# Activity:
Where a line in the listing contains the string "fabs", copy that line out.
──────── Input ────────
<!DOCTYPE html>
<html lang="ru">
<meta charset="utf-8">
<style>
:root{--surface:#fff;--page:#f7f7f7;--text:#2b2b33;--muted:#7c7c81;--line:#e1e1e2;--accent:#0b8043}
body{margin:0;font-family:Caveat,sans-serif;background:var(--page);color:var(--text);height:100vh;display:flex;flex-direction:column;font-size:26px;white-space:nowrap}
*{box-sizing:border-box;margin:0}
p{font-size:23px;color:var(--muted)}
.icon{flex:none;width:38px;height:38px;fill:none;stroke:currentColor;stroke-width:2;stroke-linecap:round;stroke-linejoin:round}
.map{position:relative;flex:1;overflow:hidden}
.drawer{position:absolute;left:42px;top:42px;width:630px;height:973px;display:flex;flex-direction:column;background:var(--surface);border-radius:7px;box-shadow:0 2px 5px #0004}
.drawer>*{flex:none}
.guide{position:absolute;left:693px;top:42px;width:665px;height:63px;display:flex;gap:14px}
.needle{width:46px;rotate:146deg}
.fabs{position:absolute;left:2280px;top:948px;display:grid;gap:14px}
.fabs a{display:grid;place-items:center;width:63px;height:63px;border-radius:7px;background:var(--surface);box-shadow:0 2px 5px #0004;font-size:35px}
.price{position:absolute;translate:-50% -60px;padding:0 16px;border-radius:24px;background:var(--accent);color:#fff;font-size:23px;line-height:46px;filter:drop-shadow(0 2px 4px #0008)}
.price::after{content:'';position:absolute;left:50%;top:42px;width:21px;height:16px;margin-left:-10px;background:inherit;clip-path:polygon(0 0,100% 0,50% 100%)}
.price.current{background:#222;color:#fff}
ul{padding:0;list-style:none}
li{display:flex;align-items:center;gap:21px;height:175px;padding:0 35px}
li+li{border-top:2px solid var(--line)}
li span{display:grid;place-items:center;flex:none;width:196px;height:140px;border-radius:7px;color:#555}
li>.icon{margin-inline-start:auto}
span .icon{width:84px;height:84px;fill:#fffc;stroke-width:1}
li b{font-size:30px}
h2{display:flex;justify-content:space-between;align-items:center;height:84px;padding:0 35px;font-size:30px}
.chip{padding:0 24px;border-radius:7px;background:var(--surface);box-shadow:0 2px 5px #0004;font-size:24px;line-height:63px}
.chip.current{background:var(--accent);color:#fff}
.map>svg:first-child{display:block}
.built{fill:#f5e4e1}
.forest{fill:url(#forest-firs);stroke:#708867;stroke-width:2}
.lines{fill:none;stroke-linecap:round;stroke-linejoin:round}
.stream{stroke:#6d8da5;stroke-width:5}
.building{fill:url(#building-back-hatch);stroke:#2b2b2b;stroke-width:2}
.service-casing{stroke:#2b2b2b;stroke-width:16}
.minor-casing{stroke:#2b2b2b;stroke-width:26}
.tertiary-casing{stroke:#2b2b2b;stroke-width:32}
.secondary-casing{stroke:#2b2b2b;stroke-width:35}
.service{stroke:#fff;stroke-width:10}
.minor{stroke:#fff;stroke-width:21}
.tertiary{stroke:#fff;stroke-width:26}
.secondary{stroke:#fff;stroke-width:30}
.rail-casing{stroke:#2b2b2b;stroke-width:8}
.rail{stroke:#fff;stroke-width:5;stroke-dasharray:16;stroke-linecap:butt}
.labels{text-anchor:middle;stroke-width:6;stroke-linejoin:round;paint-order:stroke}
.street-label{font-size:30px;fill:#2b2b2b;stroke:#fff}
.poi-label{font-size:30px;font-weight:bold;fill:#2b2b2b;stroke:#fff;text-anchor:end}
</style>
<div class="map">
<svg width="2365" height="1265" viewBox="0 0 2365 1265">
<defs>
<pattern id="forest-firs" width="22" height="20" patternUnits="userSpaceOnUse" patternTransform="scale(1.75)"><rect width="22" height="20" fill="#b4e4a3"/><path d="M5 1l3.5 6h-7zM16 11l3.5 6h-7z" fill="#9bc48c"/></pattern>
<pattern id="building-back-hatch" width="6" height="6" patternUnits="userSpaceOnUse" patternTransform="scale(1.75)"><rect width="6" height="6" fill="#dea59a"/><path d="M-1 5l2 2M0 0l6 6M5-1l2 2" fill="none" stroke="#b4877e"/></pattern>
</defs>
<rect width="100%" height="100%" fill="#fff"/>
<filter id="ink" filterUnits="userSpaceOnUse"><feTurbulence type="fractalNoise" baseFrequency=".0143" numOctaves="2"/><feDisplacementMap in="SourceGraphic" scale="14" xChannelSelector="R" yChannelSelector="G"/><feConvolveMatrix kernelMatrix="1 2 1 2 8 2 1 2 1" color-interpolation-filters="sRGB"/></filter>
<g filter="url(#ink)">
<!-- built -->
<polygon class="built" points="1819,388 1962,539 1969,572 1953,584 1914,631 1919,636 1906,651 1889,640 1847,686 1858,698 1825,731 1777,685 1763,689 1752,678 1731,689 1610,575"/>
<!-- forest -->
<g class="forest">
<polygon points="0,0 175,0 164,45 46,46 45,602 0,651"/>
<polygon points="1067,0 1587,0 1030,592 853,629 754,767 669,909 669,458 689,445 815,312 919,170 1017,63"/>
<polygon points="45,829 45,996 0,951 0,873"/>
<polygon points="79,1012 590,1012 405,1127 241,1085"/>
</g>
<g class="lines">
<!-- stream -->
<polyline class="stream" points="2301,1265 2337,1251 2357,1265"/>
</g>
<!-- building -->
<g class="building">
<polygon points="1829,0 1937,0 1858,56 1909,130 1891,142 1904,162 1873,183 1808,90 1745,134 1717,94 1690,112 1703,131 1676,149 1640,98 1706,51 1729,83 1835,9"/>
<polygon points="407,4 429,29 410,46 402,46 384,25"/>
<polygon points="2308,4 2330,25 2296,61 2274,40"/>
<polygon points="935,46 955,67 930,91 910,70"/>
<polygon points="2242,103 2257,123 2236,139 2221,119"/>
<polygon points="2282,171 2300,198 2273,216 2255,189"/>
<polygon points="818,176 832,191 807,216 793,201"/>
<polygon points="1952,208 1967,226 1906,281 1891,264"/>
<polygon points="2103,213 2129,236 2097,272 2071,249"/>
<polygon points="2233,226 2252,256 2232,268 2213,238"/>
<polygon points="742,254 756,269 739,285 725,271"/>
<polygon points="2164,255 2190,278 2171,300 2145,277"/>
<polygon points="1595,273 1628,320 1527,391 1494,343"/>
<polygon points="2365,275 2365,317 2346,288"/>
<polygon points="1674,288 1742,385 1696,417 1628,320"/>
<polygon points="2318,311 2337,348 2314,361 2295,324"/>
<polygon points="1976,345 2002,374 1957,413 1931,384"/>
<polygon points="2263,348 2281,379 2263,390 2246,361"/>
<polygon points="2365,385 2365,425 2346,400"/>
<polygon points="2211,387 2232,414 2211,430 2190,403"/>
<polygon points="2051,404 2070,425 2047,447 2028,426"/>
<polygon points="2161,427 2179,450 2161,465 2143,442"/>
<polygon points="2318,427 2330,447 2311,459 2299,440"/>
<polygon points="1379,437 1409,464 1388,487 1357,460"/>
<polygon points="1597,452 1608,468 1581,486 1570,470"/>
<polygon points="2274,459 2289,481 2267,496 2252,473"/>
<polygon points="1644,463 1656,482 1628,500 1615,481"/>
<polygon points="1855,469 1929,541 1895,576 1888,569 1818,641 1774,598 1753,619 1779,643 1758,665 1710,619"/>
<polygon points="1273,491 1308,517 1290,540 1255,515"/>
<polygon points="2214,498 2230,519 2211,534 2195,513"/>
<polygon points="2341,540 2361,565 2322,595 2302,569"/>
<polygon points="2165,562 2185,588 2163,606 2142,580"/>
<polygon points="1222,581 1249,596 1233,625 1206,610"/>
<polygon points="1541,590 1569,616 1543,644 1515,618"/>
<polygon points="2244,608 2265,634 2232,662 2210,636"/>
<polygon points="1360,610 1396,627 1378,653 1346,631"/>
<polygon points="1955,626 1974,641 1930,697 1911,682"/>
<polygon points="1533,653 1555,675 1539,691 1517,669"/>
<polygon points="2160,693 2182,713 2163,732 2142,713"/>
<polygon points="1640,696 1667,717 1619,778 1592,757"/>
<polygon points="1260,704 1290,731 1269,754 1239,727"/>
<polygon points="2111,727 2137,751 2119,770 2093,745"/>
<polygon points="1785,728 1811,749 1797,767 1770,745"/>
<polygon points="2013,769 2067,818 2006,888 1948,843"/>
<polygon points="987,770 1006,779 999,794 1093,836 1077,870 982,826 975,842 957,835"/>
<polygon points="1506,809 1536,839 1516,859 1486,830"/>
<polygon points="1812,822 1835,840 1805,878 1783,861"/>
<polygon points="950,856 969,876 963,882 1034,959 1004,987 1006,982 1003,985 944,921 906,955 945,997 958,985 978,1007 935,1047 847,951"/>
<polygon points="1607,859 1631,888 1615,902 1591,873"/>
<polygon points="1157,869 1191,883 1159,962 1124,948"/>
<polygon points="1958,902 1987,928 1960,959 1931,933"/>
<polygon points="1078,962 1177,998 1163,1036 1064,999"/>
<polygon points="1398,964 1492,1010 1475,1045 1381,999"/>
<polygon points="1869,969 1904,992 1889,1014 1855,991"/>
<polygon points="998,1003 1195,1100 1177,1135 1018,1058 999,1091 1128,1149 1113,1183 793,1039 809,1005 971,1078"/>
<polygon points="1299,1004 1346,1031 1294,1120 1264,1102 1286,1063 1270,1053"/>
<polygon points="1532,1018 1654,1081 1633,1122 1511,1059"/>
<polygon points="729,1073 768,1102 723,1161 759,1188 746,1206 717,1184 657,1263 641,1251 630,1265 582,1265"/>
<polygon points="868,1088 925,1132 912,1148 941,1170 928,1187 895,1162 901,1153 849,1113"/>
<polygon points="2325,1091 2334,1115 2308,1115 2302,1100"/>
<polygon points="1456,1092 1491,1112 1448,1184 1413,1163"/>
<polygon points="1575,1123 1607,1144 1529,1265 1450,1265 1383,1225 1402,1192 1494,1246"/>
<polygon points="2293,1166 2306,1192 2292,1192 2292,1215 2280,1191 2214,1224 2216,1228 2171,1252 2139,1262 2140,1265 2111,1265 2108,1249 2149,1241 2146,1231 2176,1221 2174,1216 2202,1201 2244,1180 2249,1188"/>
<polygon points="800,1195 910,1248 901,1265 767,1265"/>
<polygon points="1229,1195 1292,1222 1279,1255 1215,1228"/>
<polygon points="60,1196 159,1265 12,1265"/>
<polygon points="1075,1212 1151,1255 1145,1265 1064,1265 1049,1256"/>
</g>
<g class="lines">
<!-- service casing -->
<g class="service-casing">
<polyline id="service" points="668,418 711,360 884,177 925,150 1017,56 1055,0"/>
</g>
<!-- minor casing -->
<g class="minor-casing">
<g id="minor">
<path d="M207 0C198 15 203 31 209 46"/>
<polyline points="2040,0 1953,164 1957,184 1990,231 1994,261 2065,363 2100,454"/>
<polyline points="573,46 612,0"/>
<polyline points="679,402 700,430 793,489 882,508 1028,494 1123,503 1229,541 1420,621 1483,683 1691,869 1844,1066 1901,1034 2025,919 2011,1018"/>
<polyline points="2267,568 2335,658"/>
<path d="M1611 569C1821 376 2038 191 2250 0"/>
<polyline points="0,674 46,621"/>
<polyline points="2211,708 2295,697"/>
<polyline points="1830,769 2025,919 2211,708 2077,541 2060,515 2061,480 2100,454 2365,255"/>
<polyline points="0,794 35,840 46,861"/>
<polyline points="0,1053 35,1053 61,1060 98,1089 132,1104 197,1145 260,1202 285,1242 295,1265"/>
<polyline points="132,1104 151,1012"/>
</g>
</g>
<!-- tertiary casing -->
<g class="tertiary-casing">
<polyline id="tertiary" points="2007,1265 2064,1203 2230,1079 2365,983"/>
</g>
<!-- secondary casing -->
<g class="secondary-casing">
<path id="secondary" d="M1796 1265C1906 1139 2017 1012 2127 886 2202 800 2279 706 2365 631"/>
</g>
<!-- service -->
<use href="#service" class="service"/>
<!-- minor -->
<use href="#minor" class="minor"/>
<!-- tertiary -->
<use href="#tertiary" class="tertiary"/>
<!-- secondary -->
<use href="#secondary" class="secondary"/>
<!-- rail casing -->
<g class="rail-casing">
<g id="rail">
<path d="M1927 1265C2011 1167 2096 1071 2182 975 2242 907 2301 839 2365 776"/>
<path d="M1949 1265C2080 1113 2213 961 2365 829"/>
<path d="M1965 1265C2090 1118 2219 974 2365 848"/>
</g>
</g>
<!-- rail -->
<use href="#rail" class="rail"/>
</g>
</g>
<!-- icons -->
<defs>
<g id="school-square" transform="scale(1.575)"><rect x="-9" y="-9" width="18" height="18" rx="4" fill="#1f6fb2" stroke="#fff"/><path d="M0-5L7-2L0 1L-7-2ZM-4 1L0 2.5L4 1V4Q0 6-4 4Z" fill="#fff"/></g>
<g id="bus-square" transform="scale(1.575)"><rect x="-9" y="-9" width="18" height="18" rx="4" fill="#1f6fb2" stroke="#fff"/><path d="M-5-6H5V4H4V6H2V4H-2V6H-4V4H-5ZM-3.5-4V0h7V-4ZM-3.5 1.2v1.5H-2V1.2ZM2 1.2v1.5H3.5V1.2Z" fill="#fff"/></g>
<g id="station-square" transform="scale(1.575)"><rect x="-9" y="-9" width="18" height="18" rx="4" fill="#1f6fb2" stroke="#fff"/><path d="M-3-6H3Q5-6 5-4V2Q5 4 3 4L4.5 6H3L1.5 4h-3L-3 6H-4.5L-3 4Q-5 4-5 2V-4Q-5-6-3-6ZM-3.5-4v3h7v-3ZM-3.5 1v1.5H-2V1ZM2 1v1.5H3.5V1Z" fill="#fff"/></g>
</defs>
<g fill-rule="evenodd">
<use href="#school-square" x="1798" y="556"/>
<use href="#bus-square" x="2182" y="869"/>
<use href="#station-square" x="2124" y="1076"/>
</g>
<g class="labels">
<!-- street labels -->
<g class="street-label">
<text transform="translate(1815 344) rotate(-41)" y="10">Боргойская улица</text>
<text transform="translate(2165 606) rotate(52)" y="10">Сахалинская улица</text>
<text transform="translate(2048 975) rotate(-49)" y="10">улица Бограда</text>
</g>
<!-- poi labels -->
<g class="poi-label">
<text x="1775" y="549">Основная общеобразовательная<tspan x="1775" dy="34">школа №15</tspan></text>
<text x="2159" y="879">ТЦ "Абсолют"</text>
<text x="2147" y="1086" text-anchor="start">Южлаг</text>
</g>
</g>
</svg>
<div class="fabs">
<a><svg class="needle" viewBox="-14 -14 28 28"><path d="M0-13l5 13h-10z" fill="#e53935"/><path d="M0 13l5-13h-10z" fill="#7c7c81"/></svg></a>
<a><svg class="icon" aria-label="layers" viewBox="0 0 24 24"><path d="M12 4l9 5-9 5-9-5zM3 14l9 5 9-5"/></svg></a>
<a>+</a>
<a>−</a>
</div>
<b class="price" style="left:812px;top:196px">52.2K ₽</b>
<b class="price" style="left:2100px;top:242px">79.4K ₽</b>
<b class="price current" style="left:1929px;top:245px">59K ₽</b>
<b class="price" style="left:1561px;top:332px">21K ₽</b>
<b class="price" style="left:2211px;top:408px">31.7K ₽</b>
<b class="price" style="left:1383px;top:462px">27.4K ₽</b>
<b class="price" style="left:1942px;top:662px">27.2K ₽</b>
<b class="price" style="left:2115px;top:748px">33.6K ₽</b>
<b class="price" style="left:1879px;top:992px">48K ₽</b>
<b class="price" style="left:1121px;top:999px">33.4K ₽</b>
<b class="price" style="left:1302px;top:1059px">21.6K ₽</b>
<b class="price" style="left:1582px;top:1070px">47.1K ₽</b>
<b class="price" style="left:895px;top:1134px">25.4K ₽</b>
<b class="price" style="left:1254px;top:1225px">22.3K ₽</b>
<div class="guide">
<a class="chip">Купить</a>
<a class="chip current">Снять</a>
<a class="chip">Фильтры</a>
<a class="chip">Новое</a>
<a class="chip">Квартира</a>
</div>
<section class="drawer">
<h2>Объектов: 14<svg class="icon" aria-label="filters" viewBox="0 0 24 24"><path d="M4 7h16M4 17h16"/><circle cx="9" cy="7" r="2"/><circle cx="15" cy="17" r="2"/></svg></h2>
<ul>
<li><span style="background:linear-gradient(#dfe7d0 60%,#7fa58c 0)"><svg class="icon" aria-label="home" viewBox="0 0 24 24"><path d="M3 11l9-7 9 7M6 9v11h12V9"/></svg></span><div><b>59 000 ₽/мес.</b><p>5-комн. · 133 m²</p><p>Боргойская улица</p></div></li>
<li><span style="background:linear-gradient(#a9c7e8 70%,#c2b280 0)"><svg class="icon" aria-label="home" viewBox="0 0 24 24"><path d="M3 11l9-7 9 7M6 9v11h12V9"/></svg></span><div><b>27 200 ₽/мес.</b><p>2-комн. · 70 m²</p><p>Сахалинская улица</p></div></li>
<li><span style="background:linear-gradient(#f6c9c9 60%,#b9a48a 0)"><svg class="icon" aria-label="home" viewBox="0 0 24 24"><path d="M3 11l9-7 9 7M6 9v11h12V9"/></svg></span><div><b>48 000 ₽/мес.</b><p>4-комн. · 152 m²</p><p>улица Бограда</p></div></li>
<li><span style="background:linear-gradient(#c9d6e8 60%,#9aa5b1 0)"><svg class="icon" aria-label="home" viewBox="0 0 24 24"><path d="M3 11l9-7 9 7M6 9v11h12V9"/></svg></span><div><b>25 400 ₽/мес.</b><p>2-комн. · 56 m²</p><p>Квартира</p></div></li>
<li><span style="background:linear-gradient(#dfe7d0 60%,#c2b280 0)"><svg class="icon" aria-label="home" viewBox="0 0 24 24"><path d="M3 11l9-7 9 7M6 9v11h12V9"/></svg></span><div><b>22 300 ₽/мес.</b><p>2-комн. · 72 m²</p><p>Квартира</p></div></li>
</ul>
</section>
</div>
────────
# Task result:
.fabs{position:absolute;left:2280px;top:948px;display:grid;gap:14px}
.fabs a{display:grid;place-items:center;width:63px;height:63px;border-radius:7px;background:var(--surface);box-shadow:0 2px 5px #0004;font-size:35px}
<div class="fabs">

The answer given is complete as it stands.